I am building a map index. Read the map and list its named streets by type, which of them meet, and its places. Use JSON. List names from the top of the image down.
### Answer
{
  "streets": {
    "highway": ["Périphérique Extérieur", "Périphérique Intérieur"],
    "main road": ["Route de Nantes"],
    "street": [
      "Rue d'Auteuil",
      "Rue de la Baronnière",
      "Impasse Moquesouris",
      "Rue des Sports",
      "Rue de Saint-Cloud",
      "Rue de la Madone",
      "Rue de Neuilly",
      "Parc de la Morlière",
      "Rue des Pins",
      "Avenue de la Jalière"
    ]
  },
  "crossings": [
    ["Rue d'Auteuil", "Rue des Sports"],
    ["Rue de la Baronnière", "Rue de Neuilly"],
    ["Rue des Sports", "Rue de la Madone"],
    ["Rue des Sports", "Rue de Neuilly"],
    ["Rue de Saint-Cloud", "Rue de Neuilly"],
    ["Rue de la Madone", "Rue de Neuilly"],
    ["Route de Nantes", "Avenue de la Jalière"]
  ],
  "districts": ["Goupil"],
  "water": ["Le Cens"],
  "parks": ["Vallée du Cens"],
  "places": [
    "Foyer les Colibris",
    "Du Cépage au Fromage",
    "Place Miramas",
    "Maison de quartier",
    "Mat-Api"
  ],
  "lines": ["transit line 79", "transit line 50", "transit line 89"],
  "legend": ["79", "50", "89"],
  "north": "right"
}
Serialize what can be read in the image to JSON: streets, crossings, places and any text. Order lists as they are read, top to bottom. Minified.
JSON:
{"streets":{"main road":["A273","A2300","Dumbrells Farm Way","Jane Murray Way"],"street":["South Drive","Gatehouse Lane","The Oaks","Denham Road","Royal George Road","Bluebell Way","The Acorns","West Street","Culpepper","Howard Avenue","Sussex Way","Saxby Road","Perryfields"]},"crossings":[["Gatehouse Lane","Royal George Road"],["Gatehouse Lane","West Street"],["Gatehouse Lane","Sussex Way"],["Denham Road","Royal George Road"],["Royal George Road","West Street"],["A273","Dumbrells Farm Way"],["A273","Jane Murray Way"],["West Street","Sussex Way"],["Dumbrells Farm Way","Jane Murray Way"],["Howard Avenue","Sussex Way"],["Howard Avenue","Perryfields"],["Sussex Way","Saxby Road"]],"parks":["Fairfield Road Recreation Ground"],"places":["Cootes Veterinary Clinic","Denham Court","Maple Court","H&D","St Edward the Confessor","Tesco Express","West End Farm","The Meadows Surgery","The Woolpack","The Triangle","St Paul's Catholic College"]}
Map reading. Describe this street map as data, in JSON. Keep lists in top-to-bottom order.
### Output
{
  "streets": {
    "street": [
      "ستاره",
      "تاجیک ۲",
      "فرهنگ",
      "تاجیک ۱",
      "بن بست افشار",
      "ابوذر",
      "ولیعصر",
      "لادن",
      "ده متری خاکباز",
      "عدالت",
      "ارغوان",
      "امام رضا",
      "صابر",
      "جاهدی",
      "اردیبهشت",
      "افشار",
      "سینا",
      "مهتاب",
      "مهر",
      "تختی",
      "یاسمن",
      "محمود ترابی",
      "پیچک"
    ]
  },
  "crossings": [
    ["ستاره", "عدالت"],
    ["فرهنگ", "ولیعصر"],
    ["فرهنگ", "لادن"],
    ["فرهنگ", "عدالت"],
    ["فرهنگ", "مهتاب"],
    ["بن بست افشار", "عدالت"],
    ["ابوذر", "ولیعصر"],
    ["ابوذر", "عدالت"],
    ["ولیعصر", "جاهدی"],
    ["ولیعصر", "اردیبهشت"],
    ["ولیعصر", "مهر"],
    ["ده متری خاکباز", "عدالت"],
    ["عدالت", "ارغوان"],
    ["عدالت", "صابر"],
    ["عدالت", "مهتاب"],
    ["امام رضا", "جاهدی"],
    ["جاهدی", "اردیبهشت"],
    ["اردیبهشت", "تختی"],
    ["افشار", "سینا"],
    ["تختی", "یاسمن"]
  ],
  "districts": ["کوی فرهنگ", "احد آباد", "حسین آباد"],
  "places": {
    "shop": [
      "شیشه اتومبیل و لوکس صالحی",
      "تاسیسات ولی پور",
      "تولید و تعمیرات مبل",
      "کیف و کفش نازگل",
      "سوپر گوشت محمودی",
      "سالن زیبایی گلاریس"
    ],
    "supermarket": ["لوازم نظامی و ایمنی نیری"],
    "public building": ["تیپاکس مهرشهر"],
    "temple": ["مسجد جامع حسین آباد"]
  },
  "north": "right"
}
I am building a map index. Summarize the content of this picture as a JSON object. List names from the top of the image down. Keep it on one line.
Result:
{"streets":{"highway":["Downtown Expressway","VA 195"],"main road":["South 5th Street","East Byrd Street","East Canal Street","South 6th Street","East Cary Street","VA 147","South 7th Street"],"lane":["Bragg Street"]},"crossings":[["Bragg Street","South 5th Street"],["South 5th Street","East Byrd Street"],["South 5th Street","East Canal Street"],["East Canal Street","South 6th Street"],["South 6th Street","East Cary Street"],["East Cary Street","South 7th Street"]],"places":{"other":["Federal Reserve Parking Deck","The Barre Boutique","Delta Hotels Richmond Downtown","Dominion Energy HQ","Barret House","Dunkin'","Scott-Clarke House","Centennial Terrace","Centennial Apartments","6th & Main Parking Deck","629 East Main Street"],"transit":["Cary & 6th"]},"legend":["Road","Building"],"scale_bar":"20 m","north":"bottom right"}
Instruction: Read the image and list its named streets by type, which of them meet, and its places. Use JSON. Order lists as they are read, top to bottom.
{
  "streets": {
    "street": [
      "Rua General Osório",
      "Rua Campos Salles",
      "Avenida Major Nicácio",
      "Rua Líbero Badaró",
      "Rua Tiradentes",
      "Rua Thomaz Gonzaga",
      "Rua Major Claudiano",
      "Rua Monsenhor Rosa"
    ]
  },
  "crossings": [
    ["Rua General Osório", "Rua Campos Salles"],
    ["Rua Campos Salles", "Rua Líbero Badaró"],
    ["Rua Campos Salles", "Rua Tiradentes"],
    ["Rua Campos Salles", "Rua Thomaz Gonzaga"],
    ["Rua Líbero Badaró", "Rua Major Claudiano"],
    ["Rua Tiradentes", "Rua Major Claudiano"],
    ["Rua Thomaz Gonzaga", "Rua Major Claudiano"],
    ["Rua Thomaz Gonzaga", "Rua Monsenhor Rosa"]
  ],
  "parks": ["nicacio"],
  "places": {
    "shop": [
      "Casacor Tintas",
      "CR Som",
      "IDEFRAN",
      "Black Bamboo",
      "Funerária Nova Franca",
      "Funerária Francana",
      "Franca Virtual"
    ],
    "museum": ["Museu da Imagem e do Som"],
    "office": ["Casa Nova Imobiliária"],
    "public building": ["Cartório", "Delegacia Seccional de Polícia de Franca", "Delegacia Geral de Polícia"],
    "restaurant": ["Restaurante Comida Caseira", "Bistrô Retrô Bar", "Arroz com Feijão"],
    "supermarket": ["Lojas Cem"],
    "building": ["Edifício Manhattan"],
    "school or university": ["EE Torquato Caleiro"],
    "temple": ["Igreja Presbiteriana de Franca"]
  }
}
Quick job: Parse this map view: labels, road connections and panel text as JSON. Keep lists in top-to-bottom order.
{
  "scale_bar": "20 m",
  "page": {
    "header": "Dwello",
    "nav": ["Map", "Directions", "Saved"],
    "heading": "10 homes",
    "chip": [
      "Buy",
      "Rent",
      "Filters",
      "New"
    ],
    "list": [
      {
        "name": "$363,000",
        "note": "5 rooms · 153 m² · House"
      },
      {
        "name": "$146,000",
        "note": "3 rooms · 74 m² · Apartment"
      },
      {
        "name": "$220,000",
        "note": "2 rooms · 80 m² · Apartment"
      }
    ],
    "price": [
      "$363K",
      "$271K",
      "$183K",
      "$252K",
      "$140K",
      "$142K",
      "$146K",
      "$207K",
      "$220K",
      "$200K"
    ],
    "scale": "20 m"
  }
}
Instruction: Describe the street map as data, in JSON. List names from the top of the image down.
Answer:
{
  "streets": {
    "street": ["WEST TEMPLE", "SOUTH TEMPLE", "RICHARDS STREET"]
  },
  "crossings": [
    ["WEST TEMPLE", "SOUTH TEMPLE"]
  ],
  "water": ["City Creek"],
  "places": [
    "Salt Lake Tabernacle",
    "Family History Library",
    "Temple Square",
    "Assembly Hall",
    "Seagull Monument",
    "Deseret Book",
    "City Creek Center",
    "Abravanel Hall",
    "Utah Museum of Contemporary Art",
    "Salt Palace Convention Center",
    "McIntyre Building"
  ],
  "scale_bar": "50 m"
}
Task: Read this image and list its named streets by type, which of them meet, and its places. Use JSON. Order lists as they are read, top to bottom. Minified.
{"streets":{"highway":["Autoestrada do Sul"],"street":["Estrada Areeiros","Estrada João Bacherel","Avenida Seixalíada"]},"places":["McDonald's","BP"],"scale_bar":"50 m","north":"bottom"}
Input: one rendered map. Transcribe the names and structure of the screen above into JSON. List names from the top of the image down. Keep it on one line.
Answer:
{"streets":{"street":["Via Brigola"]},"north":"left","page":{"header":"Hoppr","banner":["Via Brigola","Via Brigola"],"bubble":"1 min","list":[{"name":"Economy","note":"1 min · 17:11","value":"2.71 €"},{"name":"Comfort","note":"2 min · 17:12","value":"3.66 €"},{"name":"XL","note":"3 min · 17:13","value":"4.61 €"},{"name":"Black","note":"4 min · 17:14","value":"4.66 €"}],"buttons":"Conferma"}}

== == ==

For the word "Nantes", state the number of lines in the listing that contain it and nothing further.

2